• Michael Gove is the greatest reforming Education Secretary since at least Kenneth Baker – arguably since Rab Butler.
  • He has also somehow acquired a knack of talking his way into trouble – his Eurosceptic confession, his First World War Commemoration row, the war with Theresa May…a long list.
  • In place, Dominic Cummings helped to make Gove as Education Secretary by pushing reform.  Since leaving, he has said what he thought.  Most of it is bang on.
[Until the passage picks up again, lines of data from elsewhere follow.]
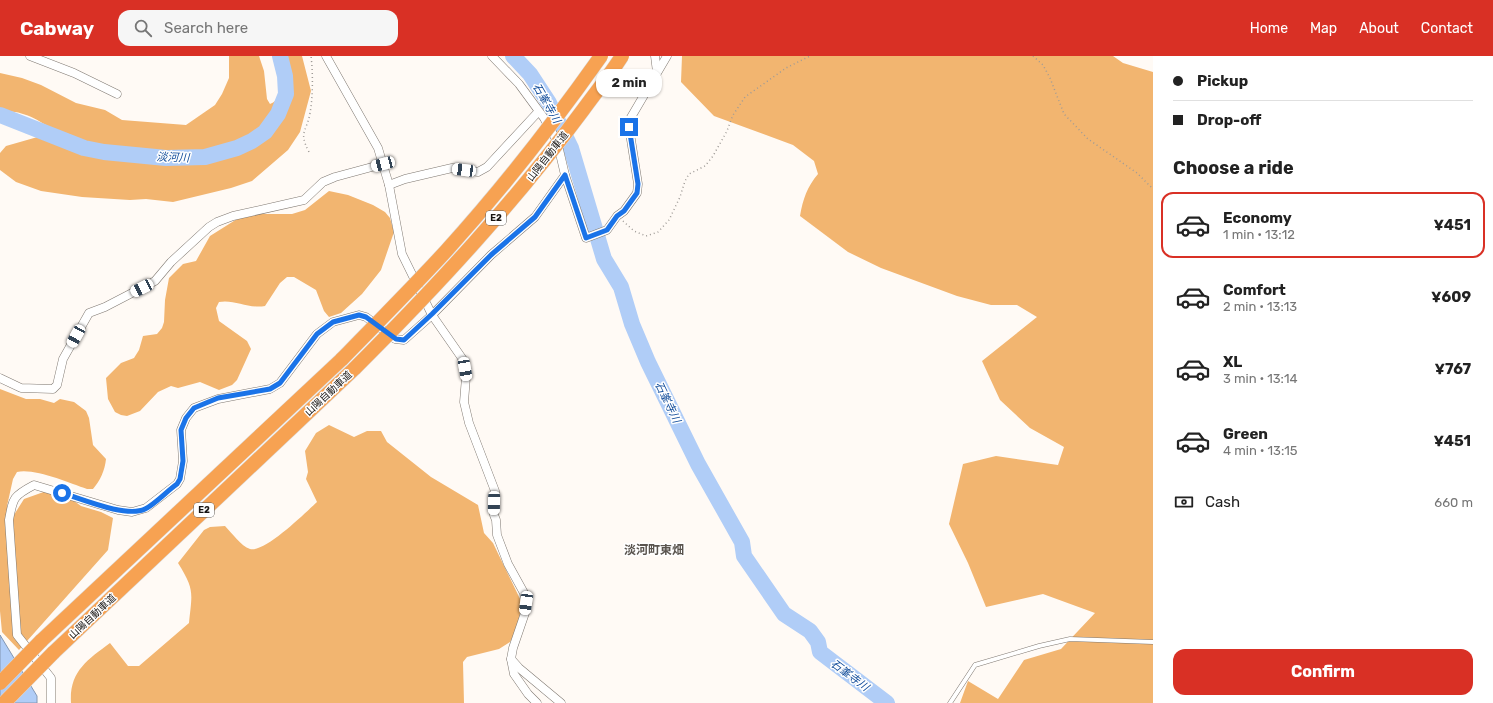 <!DOCTYPE html>
<html lang="en">
<head>
<meta charset="utf-8">
<style>
	:root { --surface:#fff; --page:#f6f6f6; --text:#222; --muted:#767676; --line:#e0e0e0; --accent:#d93025 }
	body { margin:0; font-family:Rubik,"Noto Sans JP",sans-serif; background:var(--page); color:var(--text); height:100vh; display:flex; flex-direction:column; font-size:15px; white-space:nowrap }
	* { box-sizing:border-box; margin:0 }
	p { font-size:13px; color:var(--muted) }
	.icon { flex:none; width:22px; height:22px; fill:none; stroke:currentColor; stroke-width:2; stroke-linecap:round; stroke-linejoin:round }
	.map { position:relative; flex:1; overflow:hidden }
	.panel { display:flex; flex-direction:column; background:var(--surface); width:340px }
	.panel>* { flex:none }
	.banner { display:grid; align-content:center; height:88px; padding:0 20px; background:var(--surface) }
	.end { position:absolute; width:18px; height:18px; margin:-9px; border:5px solid #1a73e8; background:#fff; box-shadow:0 0 0 2px #fff }
	.from { border-radius:50% }
	.bubble { position:absolute; height:28px; border-radius:12px; background:var(--surface); box-shadow:0 1px 3px #0004; font-size:13px; font-weight:700; line-height:28px; text-align:center }
	.car { position:absolute; width:12px; height:24px; margin:-12px -6px; border-radius:5px; box-shadow:0 0 3px 1px #0007; background:linear-gradient(#fff 24%,#345 0 40%,#fff 0 76%,#345 0 86%,#fff 0) }
	.banner b { display:flex; align-items:center; gap:14px; height:38px; font-size:15px }
	.banner b+b { border-top:1px solid var(--line) }
	.banner i { width:10px; height:10px; background:var(--text) }
	ul { padding:0; list-style:none }
	li { display:flex; align-items:center; gap:12px; height:66px; margin:0 8px 6px; padding:0 12px; border:2px solid transparent; border-radius:12px }
	li div { flex:1 }
	li b { display:block; font-size:15px }
	li em { font-style:normal; font-weight:700 }
	li.on { border-color:var(--accent) }
	li>.icon { width:36px; height:36px; stroke-width:1.5 }
	h2 { padding:0 20px; font-size:18px; line-height:48px }
	.pay { display:flex; align-items:center; gap:10px; height:44px; padding:0 20px; font-size:15px }
	.pay p { margin-inline-start:auto }
	.action { display:flex; gap:8px; margin-top:auto; padding:8px 20px }
	.action a { flex:1; height:46px; border-radius:12px; background:var(--accent); color:#fff; font-size:16px; font-weight:700; line-height:46px; text-align:center }
	header { display:flex; align-items:center; gap:24px; box-sizing:border-box; height:56px; padding:0 20px; background:var(--accent); color:#fff }
	header strong { font-size:19px }
	nav { display:flex; gap:22px; margin-inline-start:auto; font-size:14px }
	.search { width:280px; height:36px; background:var(--page); display:flex; align-items:center; gap:10px; box-sizing:border-box; padding:0 14px; border-radius:12px; color:var(--muted); font-size:15px }
	main { display:flex; flex:1; min-height:0 }
	.map>svg:first-child { display:block }
	.forest { fill:#f2b570 }
	.water { fill:#b0cdf7; stroke:#8296b2 }
	.lines { fill:none; stroke-linecap:round; stroke-linejoin:round }
	.river { stroke:#b0cdf7; stroke-width:16 }
	.service-casing { stroke:#7f7871; stroke-width:5 }
	.minor-casing { stroke:#7f7871; stroke-width:9 }
	.motorway-casing { stroke:#dad9d9; stroke-width:15 }
	.path { stroke:#9f9b97; stroke-width:1.5; stroke-dasharray:1 3; stroke-linecap:butt }
	.service { stroke:#fff; stroke-width:4 }
	.minor { stroke:#fff; stroke-width:8 }
	.motorway { stroke:#f7a252; stroke-width:14 }
	.motorway-bridge-casing { stroke:#dad9d9; stroke-width:15; stroke-linecap:butt }
	.motorway-bridge { stroke:#f7a252; stroke-width:14 }
	.route { stroke:#1a73e8; stroke-width:5 }
	.labels { text-anchor:middle; stroke-width:3; stroke-linejoin:round; paint-order:stroke }
	.shield { fill:#fff; stroke:#5d5a59; stroke-width:1 }
	.shield-label { font-size:9px; font-weight:bold; fill:#171412 }
	.street-label { font-size:10px; fill:#171412; stroke:#fff }
	.water-label { font-size:11px; font-style:italic; fill:#0e4a99; stroke:#fff }
	.quarter-label { font-size:12px; font-weight:bold; fill:#5a544e; stroke:#fff }
</style>
</head>
<body>
<header>
<strong>Cabway</strong>
<div class="search"><svg class="icon" aria-label="search" viewBox="0 0 24 24"><circle cx="10" cy="10" r="6"/><path d="M15 15l6 6"/></svg>Search here</div>
<nav><a>Home</a><a>Map</a><a>About</a><a>Contact</a></nav>
</header>
<main>
<div class="map">
<svg width="1153" height="647" viewBox="0 0 1153 647">
	<rect width="100%" height="100%" fill="#fffaf5"/>
	<g class="forest">
		<path d="M 229,0 L 259,0 L 264,15 L 267,43 L 270,48 C 288,41 281,15 277,0 L 302,0 L 311,35 L 300,76 L 288,94 L 252,125 L 231,132 L 173,146 L 146,143 L 130,144 L 82,141 L 41,135 L 16,126 L 0,114 L 0,97 L 6,90 L 55,76 C 42,65 17,51 0,57 L 0,17 L 22,22 L 41,29 L 76,47 L 105,54 L 122,64 L 186,69 L 215,49 L 222,38 L 229,22 Z"/>
		<path d="M 682,0 L 1113,0 L 1123,7 L 1153,16 L 1153,647 L 960,647 L 968,625 L 998,643 L 1024,604 L 1061,593 L 1095,557 L 1043,538 L 986,551 L 968,507 L 949,468 L 963,408 L 996,400 L 1058,409 L 1064,391 L 1030,372 L 1000,344 L 982,305 L 1037,261 L 1017,249 L 991,249 L 957,240 L 881,212 L 848,196 L 800,160 C 803,143 807,131 818,118 L 814,105 L 793,89 L 714,60 L 681,26 Z"/>
		<path d="M 329,135 L 348,139 L 373,149 L 385,156 L 390,162 L 394,176 L 381,214 L 362,238 L 341,257 L 329,261 L 324,255 L 316,234 L 294,221 L 287,221 L 280,227 L 265,250 C 249,253 234,243 219,246 L 216,252 L 219,265 L 247,285 L 251,293 L 237,324 L 232,329 L 219,334 L 200,326 L 178,332 L 171,330 L 158,336 L 140,355 L 127,360 L 121,359 L 115,356 L 108,343 L 106,322 L 121,307 L 134,302 L 139,294 L 143,280 L 157,278 L 162,272 L 164,266 L 165,244 L 169,222 L 183,208 L 196,205 L 210,180 L 245,158 L 292,158 L 305,154 Z"/>
		<path d="M 0,333 L 26,343 L 40,343 L 54,347 L 60,343 L 74,346 L 86,355 L 89,362 L 93,389 L 106,403 C 105,414 100,425 93,433 L 87,433 C 69,427 35,412 17,416 L 13,423 L 7,450 L 12,462 L 24,443 L 52,433 L 59,434 L 81,450 L 101,456 L 113,462 L 108,494 L 19,594 L 2,576 L 0,555 Z"/>
		<path d="M 329,369 L 354,381 L 367,375 L 381,375 L 387,386 L 431,421 L 478,449 L 484,477 L 493,487 L 522,547 L 517,573 L 510,586 L 499,593 L 467,601 L 463,606 L 464,647 L 71,647 C 69,616 87,604 110,587 L 128,610 L 139,610 L 189,567 C 192,537 195,534 178,507 L 204,474 L 210,471 L 225,470 C 232,477 241,490 250,493 C 265,497 306,456 317,446 L 306,423 L 308,416 L 305,395 L 316,377 Z"/>
	</g>
	<polygon class="water" points="0,579 37,640 37,647 0,647"/>
	<g class="lines">
		<g class="river">
			<polyline points="513,0 530,18 549,47 571,92 604,203 621,231 632,268 648,306 698,408 742,486 744,500 784,558 810,575 818,586 820,596 887,647"/>
			<polyline points="0,59 84,92 104,96 166,102 205,101 237,92 252,85 265,76 278,58 286,38 285,20 280,0"/>
		</g>
		<g class="service-casing">
			<polyline id="service" points="950,647 975,609 1039,590 1070,583 1153,586"/>
		</g>
		<g class="minor-casing">
			<g id="minor">
				<polyline points="30,0 74,17 117,38"/>
				<polyline points="326,0 378,92 389,129 402,198 432,259 464,305 466,321 464,346 469,367 495,435 494,459 496,464 497,479 508,508 524,537 526,547 525,557 513,592 511,603 514,618 528,638 537,647"/>
				<polyline points="492,0 519,28 544,62 557,85 565,119 586,182 607,174 617,160 624,155 637,137 638,128 629,71 630,63 667,0"/>
				<polyline points="655,0 657,16"/>
				<polyline points="389,129 405,123 452,112 478,116 487,111 538,56"/>
				<polyline points="0,322 21,332 53,333 57,329 63,303 89,257 105,251 155,225 171,206 209,171 217,166 233,160 304,144 323,126 335,121 383,108"/>
				<polyline points="511,603 519,612 561,647"/>
				<path d="M 51,647 L 51,622 L 17,579 L 9,464 C 13,442 13,440 34,429 L 118,454 L 132,456 L 146,452 L 177,428 L 180,423 L 183,405 L 181,374 L 186,362 L 194,352 L 218,343 L 270,333 L 280,327 L 317,278 L 333,266 L 359,259 L 366,261 L 395,283 L 404,284 L 432,259 L 491,199 L 535,161 L 565,119"/>
			</g>
		</g>
		<g class="motorway-casing">
			<g id="motorway">
				<polyline points="41,585 342,303"/>
				<polyline points="53,597 355,312"/>
			</g>
		</g>
		<g class="path">
			<polyline points="1033,0 1043,9 1050,22 1064,58 1088,83 1137,117 1153,133"/>
			<path d="M 309,96 C 298,75 307,76 310,57 C 313,42 313,15 311,0"/>
			<polyline points="623,165 634,175 646,180 658,176 669,164 680,141 685,125 689,118 705,110 713,100 727,75 733,59 745,41 786,12 810,0"/>
		</g>
		<use href="#service" class="service"/>
		<use href="#minor" class="minor"/>
		<use href="#motorway" class="motorway"/>
		<g class="motorway-bridge-casing">
			<g id="motorway-bridge">
				<path d="M 342,303 C 377,267 412,232 446,195 C 502,133 553,68 601,0"/>
				<path d="M 355,312 C 437,230 514,147 583,54 C 596,36 610,19 622,0"/>
				<polyline points="0,627 41,585"/>
				<polyline points="4,647 53,597"/>
			</g>
		</g>
		<use href="#motorway-bridge" class="motorway-bridge"/>
	</g>
	<g class="lines">
		<path class="route" d="M 62,437 C 82,443 126,462 145,453 C 155,448 167,435 177,428 L 180,423 L 183,405 L 181,374 L 186,362 L 194,352 L 218,342 L 270,333 L 280,327 L 317,278 L 333,266 L 359,259 L 366,261 L 396,283 L 404,284 L 432,258 L 491,199 L 535,161 L 565,119 L 586,182 L 607,174 L 617,160 L 624,155 L 637,137 L 638,128 L 629,71"/>
	</g>
	<g class="labels">
		<g class="shield">
			<rect x="486" y="155" width="20" height="14" rx="3"/>
			<rect x="194" y="447" width="20" height="14" rx="3"/>
		</g>
		<g class="shield-label">
			<text x="496" y="165">E2</text>
			<text x="204" y="457">E2</text>
		</g>
		<g class="street-label">
			<text transform="translate(547 100) rotate(-52)" y="4">山陽自動車道</text>
			<text transform="translate(328 337) rotate(-43)" y="4">山陽自動車道</text>
			<text transform="translate(92 560) rotate(-43)" y="4">山陽自動車道</text>
		</g>
		<g class="water-label">
			<text transform="translate(547 47) rotate(60)" y="4">石峯寺川</text>
			<text transform="translate(173 101) rotate(2)" y="4">淡河川</text>
			<text transform="translate(668 346) rotate(64)" y="4">石峯寺川</text>
			<text transform="translate(850 619) rotate(37)" y="4">石峯寺川</text>
		</g>
		<g class="quarter-label">
			<text x="654" y="498">淡河町東畑</text>
		</g>
	</g>
</svg>
<i class="end from" style="left:62px;top:437px"></i>
<i class="end" style="left:629px;top:71px"></i>
<div class="bubble" style="left:596px;top:13px;width:66px">2 min</div>
<i class="car" style="left:383px;top:108px;rotate:255deg"></i>
<i class="car" style="left:464px;top:114px;rotate:277deg"></i>
<i class="car" style="left:142px;top:232px;rotate:243deg"></i>
<i class="car" style="left:76px;top:280px;rotate:209deg"></i>
<i class="car" style="left:465px;top:313px;rotate:170deg"></i>
<i class="car" style="left:494px;top:447px;rotate:181deg"></i>
<i class="car" style="left:526px;top:547px;rotate:188deg"></i>
</div>
<section class="panel">
<div class="banner">
<b><i class="from"></i>Pickup</b>
<b><i></i>Drop-off</b>
</div>
<h2>Choose a ride</h2>
<ul>
<li class="on"><svg class="icon" aria-label="car" viewBox="0 0 24 24"><path d="M5 17H2v-5l4-1 3-4h7l3 4 3 1v5h-3M9 17h6M6 11h13"/><circle cx="7" cy="17" r="2"/><circle cx="17" cy="17" r="2"/></svg><div><b>Economy</b><p>1 min · 13:12</p></div><em>¥451</em></li>
<li><svg class="icon" aria-label="car" viewBox="0 0 24 24"><path d="M5 17H2v-5l4-1 3-4h7l3 4 3 1v5h-3M9 17h6M6 11h13"/><circle cx="7" cy="17" r="2"/><circle cx="17" cy="17" r="2"/></svg><div><b>Comfort</b><p>2 min · 13:13</p></div><em>¥609</em></li>
<li><svg class="icon" aria-label="car" viewBox="0 0 24 24"><path d="M5 17H2v-5l4-1 3-4h7l3 4 3 1v5h-3M9 17h6M6 11h13"/><circle cx="7" cy="17" r="2"/><circle cx="17" cy="17" r="2"/></svg><div><b>XL</b><p>3 min · 13:14</p></div><em>¥767</em></li>
<li><svg class="icon" aria-label="car" viewBox="0 0 24 24"><path d="M5 17H2v-5l4-1 3-4h7l3 4 3 1v5h-3M9 17h6M6 11h13"/><circle cx="7" cy="17" r="2"/><circle cx="17" cy="17" r="2"/></svg><div><b>Green</b><p>4 min · 13:15</p></div><em>¥451</em></li>
</ul>
<div class="pay"><svg class="icon" aria-label="cash" viewBox="0 0 24 24"><path d="M3 7h18v10H3z"/><circle cx="12" cy="12" r="2"/></svg>Cash<p>660 m</p></div>
<div class="action"><a>Confirm</a></div>
</section>
</main>
</body>
</html>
Almost none of it helped Gove.
  • The best course for David Cameron to take would have been to leave Gove in place – as Iain Duncan Smith has been left in place – or to move him sideways.
  • James Forsyth is tweeting that Gove will ” is doing the broadcast round this afternoon, and will be on every Cabinet sub-committee and in both Downing Street daily meetings”.
  • Culture Revolution 1) This suggests a Whips Office overhaul – that gone are the days of silent Francis Urquhart, and here are the days of loquacious Gove.  This is an election appointment.
  • Culture Revolution 2) It is also perhaps points to the Office furthering its gradual change from an officers’ mess to a human resources department – an end to the Black Book Age.
  • None the less, for all of its dressing up, this is a demotion.  Gove was a full member of the Cabinet, running his own department.  Now he is not.
  • It is very hard to believe that Gove wanted this move, whatever may be said today: his circle was briefing strongly only recently that he wanted to stay at Education.
  • The appointment solves what we might call the Greg Hands dilemma – namely, would the new Chief Whip be Cameron’s man or Osborne’s? We now know the answer: he will be both.
  • A Chief Whip has to be able to bang desks, inspire fear, manage numbers, project silent command. From that point of view, this is a wacky appointment.
  • In short, we had a great Education Secretary who had run into some trouble. He has thus been demote him into a job which ill fits his many talents – and which itself looks to change.
  • Jeremy Thorpe’s summary of the Night of the Long Knives doesn’t look out of place: “Greater love hath no man than this, but to lay down his friends for his life.”